The French 2011 supplementary budget, Law n° 2011-900 of 29 July 2011 – de finances rectificative pour 2011 – has caused some surprise and consternation in the worlds of trusts, trustees, settlors and beneficiaries. Whether Law n° 2011-900 has either rectified or straightened out the existing French Code général des impôts (CGI), the tax code, is a moot point.

We have perhaps become inured to the US Internal Revenue Service seeking to impose US tax liabilities worldwide on people it defines as US citizens, even though many such people may not be aware the US thought they were US citizens. The Foreign Account Tax Compliance Act (FATCA) and its possible implications were something to be considered, and the consequences dealt with in due course. The year 2013 is still a way off and you never know, things may yet change under gentle pressure from our banker friends.

The definition of a trust in the french law no 2011-900 is clearly wider than the form known to us

The imposition by Ireland in 2010 on its overseas domiciliaries of a form of offshore wealth tax or domicile levy seemed to be an exercise in the triumph of hope over reality, and its actual effects seem to have been limited.

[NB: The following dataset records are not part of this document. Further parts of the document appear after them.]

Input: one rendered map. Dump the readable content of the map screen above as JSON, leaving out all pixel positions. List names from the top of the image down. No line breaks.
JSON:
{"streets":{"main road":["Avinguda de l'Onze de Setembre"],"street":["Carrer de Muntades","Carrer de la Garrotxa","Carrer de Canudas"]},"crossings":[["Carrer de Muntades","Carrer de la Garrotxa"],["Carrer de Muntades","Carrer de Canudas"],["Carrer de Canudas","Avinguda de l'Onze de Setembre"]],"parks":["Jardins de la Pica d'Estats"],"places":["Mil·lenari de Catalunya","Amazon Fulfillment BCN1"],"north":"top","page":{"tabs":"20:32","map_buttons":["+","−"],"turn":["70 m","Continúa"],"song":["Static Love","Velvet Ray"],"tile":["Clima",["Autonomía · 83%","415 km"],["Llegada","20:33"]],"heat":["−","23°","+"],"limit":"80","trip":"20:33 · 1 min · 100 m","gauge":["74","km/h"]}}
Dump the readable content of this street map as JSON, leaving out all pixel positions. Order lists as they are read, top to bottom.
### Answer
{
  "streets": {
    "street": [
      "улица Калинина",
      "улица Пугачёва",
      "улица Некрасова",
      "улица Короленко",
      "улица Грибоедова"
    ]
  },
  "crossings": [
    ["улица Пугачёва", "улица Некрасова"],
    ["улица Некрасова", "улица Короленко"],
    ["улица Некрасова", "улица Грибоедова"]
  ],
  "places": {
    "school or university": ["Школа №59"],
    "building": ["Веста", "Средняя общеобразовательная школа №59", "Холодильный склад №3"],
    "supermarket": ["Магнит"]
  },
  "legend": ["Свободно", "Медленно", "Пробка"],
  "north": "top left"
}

 However, much of the French Law n° 2011-900 became effective on 31 July 2011 and does, of course, affect any trusts with French constituants or bénéficiaires. You will recall that: ‘Pour l’application du présent code, on entend par trust l’ensemble des relations juridiques créées dans le droit d’un Etat autre que la France par une personne qui a la qualité de constituant, par acte entre vifs ou à cause de mort, en vue d’y placer des biens ou droits, sous le contrôle d’un administrateur, dans l’intérêt d’un ou de plusieurs bénéficiaires ou pour la réalisation d’un objectif déterminé.’ Or, on the other side of the Channel: ‘For the purposes of this code, the term “trust” is the collection of legal relations created under the law of a state other than France by a person acting as constituant by inter vivos deed or on death, in order to place assets or legal rights under the control of an administrateur for the benefit of one or more bénéficiaires or for the purpose of a specific objective.’

This definition of a trust is clearly wider than the form of trust known to us and talked about in the worlds of Honourable Mr Justice David Hayton or Professor Donovan Waters.

Some have translated constituant as ‘settlor’ and administrateur as ‘trustee’, but, as ever, the act of translating language can trap analysis – an example of Heisenberg’s Unsicherheit Prinzip. The more you try precisely to measure something, the more you affect the outcome. Perhaps it is wiser, therefore, to stick to the French words when referring to the CGI.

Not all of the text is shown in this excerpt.